Repeat the records. Keep every word and mark exactly as it is.
Records to use below:
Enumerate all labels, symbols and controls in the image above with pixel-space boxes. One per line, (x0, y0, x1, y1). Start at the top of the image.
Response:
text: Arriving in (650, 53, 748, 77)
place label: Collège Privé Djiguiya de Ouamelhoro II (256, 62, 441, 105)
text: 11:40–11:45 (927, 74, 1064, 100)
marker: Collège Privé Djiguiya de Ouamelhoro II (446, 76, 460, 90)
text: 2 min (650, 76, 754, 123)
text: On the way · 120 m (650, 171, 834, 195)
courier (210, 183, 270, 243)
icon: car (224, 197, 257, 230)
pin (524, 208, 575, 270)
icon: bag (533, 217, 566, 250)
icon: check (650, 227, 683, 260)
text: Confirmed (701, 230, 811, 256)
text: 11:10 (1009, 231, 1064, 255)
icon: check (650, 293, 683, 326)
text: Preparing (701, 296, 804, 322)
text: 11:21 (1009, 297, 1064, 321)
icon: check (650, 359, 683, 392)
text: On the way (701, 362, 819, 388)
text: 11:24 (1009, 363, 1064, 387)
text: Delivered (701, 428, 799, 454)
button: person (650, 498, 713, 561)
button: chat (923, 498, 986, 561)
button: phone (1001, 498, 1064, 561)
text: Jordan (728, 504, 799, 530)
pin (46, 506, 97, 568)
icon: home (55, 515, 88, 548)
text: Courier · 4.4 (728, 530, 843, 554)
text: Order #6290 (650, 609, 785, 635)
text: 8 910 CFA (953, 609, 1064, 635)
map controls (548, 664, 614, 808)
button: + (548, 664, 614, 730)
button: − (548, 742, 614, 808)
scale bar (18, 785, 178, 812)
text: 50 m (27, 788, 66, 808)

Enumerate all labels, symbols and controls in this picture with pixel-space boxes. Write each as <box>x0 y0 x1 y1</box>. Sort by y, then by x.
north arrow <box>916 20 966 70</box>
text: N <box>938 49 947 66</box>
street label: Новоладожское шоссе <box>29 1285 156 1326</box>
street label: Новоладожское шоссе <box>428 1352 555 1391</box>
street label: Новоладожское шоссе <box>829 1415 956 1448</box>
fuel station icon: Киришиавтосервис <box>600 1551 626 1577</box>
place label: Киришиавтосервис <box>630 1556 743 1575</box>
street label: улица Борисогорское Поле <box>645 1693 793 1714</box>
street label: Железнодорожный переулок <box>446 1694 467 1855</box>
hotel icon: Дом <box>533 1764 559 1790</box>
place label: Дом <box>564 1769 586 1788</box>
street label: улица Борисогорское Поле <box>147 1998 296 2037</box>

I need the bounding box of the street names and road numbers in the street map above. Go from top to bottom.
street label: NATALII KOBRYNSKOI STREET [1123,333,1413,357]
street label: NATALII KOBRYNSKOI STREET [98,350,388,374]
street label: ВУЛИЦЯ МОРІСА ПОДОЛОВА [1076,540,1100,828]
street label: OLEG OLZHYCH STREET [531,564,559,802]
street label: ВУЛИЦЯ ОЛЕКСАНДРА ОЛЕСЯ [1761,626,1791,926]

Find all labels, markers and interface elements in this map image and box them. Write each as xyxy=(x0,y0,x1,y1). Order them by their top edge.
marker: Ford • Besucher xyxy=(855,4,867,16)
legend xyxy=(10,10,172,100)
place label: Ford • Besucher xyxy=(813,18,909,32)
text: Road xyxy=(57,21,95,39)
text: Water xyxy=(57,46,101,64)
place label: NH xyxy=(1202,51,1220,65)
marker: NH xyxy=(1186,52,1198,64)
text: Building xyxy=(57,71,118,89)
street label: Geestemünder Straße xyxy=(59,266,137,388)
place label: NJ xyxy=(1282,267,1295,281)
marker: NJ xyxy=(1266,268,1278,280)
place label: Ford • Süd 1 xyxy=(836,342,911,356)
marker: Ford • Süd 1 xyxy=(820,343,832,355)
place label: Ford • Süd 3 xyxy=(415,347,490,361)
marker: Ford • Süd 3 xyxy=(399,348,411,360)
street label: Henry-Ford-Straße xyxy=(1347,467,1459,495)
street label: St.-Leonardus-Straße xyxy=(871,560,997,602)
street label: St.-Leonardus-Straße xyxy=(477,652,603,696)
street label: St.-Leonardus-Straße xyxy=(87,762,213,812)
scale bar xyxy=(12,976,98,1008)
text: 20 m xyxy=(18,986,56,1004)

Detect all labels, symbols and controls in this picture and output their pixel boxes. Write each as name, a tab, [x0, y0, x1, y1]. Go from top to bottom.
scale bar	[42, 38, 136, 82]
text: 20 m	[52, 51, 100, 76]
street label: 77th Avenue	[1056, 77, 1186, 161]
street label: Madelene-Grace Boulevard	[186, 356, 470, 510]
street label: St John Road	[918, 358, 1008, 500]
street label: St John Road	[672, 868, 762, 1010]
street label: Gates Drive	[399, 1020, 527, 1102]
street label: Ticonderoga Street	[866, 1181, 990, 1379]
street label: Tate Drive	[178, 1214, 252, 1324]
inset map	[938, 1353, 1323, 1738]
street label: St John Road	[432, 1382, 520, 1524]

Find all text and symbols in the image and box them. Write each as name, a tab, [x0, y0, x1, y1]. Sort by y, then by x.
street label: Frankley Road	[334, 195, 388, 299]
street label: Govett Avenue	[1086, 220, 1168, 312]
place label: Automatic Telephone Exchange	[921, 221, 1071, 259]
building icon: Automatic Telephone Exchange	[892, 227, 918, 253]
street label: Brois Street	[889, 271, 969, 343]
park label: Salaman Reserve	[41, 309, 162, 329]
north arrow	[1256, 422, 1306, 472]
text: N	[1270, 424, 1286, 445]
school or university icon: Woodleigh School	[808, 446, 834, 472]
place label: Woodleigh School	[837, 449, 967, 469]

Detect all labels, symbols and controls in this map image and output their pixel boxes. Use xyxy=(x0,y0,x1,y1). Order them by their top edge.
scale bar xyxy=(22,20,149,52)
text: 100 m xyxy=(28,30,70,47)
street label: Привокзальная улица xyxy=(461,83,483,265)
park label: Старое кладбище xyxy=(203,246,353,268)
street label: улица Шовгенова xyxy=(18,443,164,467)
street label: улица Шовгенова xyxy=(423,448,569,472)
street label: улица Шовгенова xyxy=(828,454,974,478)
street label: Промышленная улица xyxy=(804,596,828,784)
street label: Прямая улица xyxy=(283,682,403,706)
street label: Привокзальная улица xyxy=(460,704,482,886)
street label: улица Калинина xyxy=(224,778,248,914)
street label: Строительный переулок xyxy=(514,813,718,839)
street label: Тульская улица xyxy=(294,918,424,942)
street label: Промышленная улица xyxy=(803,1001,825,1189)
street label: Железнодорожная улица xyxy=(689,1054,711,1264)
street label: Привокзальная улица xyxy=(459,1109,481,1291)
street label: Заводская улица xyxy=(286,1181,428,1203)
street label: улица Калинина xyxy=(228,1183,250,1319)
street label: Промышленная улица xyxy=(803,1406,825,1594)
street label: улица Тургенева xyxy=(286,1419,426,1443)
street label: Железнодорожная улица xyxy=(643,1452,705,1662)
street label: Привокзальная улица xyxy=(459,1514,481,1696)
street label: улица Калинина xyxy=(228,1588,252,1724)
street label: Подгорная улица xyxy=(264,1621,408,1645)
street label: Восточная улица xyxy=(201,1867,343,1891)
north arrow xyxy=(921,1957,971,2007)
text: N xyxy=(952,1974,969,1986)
End of Records to use.
■ Final answer ■
Enumerate all labels, symbols and controls in the image above with pixel-space boxes. One per line, (x0, y0, x1, y1). Start at the top of the image.
Response:
text: Arriving in (650, 53, 748, 77)
place label: Collège Privé Djiguiya de Ouamelhoro II (256, 62, 441, 105)
text: 11:40–11:45 (927, 74, 1064, 100)
marker: Collège Privé Djiguiya de Ouamelhoro II (446, 76, 460, 90)
text: 2 min (650, 76, 754, 123)
text: On the way · 120 m (650, 171, 834, 195)
courier (210, 183, 270, 243)
icon: car (224, 197, 257, 230)
pin (524, 208, 575, 270)
icon: bag (533, 217, 566, 250)
icon: check (650, 227, 683, 260)
text: Confirmed (701, 230, 811, 256)
text: 11:10 (1009, 231, 1064, 255)
icon: check (650, 293, 683, 326)
text: Preparing (701, 296, 804, 322)
text: 11:21 (1009, 297, 1064, 321)
icon: check (650, 359, 683, 392)
text: On the way (701, 362, 819, 388)
text: 11:24 (1009, 363, 1064, 387)
text: Delivered (701, 428, 799, 454)
button: person (650, 498, 713, 561)
button: chat (923, 498, 986, 561)
button: phone (1001, 498, 1064, 561)
text: Jordan (728, 504, 799, 530)
pin (46, 506, 97, 568)
icon: home (55, 515, 88, 548)
text: Courier · 4.4 (728, 530, 843, 554)
text: Order #6290 (650, 609, 785, 635)
text: 8 910 CFA (953, 609, 1064, 635)
map controls (548, 664, 614, 808)
button: + (548, 664, 614, 730)
button: − (548, 742, 614, 808)
scale bar (18, 785, 178, 812)
text: 50 m (27, 788, 66, 808)

Enumerate all labels, symbols and controls in this picture with pixel-space boxes. Write each as <box>x0 y0 x1 y1</box>. Sort by y, then by x.
north arrow <box>916 20 966 70</box>
text: N <box>938 49 947 66</box>
street label: Новоладожское шоссе <box>29 1285 156 1326</box>
street label: Новоладожское шоссе <box>428 1352 555 1391</box>
street label: Новоладожское шоссе <box>829 1415 956 1448</box>
fuel station icon: Киришиавтосервис <box>600 1551 626 1577</box>
place label: Киришиавтосервис <box>630 1556 743 1575</box>
street label: улица Борисогорское Поле <box>645 1693 793 1714</box>
street label: Железнодорожный переулок <box>446 1694 467 1855</box>
hotel icon: Дом <box>533 1764 559 1790</box>
place label: Дом <box>564 1769 586 1788</box>
street label: улица Борисогорское Поле <box>147 1998 296 2037</box>

I need the bounding box of the street names and road numbers in the street map above. Go from top to bottom.
street label: NATALII KOBRYNSKOI STREET [1123,333,1413,357]
street label: NATALII KOBRYNSKOI STREET [98,350,388,374]
street label: ВУЛИЦЯ МОРІСА ПОДОЛОВА [1076,540,1100,828]
street label: OLEG OLZHYCH STREET [531,564,559,802]
street label: ВУЛИЦЯ ОЛЕКСАНДРА ОЛЕСЯ [1761,626,1791,926]

Find all labels, markers and interface elements in this map image and box them. Write each as xyxy=(x0,y0,x1,y1). Order them by their top edge.
marker: Ford • Besucher xyxy=(855,4,867,16)
legend xyxy=(10,10,172,100)
place label: Ford • Besucher xyxy=(813,18,909,32)
text: Road xyxy=(57,21,95,39)
text: Water xyxy=(57,46,101,64)
place label: NH xyxy=(1202,51,1220,65)
marker: NH xyxy=(1186,52,1198,64)
text: Building xyxy=(57,71,118,89)
street label: Geestemünder Straße xyxy=(59,266,137,388)
place label: NJ xyxy=(1282,267,1295,281)
marker: NJ xyxy=(1266,268,1278,280)
place label: Ford • Süd 1 xyxy=(836,342,911,356)
marker: Ford • Süd 1 xyxy=(820,343,832,355)
place label: Ford • Süd 3 xyxy=(415,347,490,361)
marker: Ford • Süd 3 xyxy=(399,348,411,360)
street label: Henry-Ford-Straße xyxy=(1347,467,1459,495)
street label: St.-Leonardus-Straße xyxy=(871,560,997,602)
street label: St.-Leonardus-Straße xyxy=(477,652,603,696)
street label: St.-Leonardus-Straße xyxy=(87,762,213,812)
scale bar xyxy=(12,976,98,1008)
text: 20 m xyxy=(18,986,56,1004)

Detect all labels, symbols and controls in this picture and output their pixel boxes. Write each as name, a tab, [x0, y0, x1, y1]. Go from top to bottom.
scale bar	[42, 38, 136, 82]
text: 20 m	[52, 51, 100, 76]
street label: 77th Avenue	[1056, 77, 1186, 161]
street label: Madelene-Grace Boulevard	[186, 356, 470, 510]
street label: St John Road	[918, 358, 1008, 500]
street label: St John Road	[672, 868, 762, 1010]
street label: Gates Drive	[399, 1020, 527, 1102]
street label: Ticonderoga Street	[866, 1181, 990, 1379]
street label: Tate Drive	[178, 1214, 252, 1324]
inset map	[938, 1353, 1323, 1738]
street label: St John Road	[432, 1382, 520, 1524]

Find all text and symbols in the image and box them. Write each as name, a tab, [x0, y0, x1, y1]. Sort by y, then by x.
street label: Frankley Road	[334, 195, 388, 299]
street label: Govett Avenue	[1086, 220, 1168, 312]
place label: Automatic Telephone Exchange	[921, 221, 1071, 259]
building icon: Automatic Telephone Exchange	[892, 227, 918, 253]
street label: Brois Street	[889, 271, 969, 343]
park label: Salaman Reserve	[41, 309, 162, 329]
north arrow	[1256, 422, 1306, 472]
text: N	[1270, 424, 1286, 445]
school or university icon: Woodleigh School	[808, 446, 834, 472]
place label: Woodleigh School	[837, 449, 967, 469]

Detect all labels, symbols and controls in this map image and output their pixel boxes. Use xyxy=(x0,y0,x1,y1). Order them by their top edge.
scale bar xyxy=(22,20,149,52)
text: 100 m xyxy=(28,30,70,47)
street label: Привокзальная улица xyxy=(461,83,483,265)
park label: Старое кладбище xyxy=(203,246,353,268)
street label: улица Шовгенова xyxy=(18,443,164,467)
street label: улица Шовгенова xyxy=(423,448,569,472)
street label: улица Шовгенова xyxy=(828,454,974,478)
street label: Промышленная улица xyxy=(804,596,828,784)
street label: Прямая улица xyxy=(283,682,403,706)
street label: Привокзальная улица xyxy=(460,704,482,886)
street label: улица Калинина xyxy=(224,778,248,914)
street label: Строительный переулок xyxy=(514,813,718,839)
street label: Тульская улица xyxy=(294,918,424,942)
street label: Промышленная улица xyxy=(803,1001,825,1189)
street label: Железнодорожная улица xyxy=(689,1054,711,1264)
street label: Привокзальная улица xyxy=(459,1109,481,1291)
street label: Заводская улица xyxy=(286,1181,428,1203)
street label: улица Калинина xyxy=(228,1183,250,1319)
street label: Промышленная улица xyxy=(803,1406,825,1594)
street label: улица Тургенева xyxy=(286,1419,426,1443)
street label: Железнодорожная улица xyxy=(643,1452,705,1662)
street label: Привокзальная улица xyxy=(459,1514,481,1696)
street label: улица Калинина xyxy=(228,1588,252,1724)
street label: Подгорная улица xyxy=(264,1621,408,1645)
street label: Восточная улица xyxy=(201,1867,343,1891)
north arrow xyxy=(921,1957,971,2007)
text: N xyxy=(952,1974,969,1986)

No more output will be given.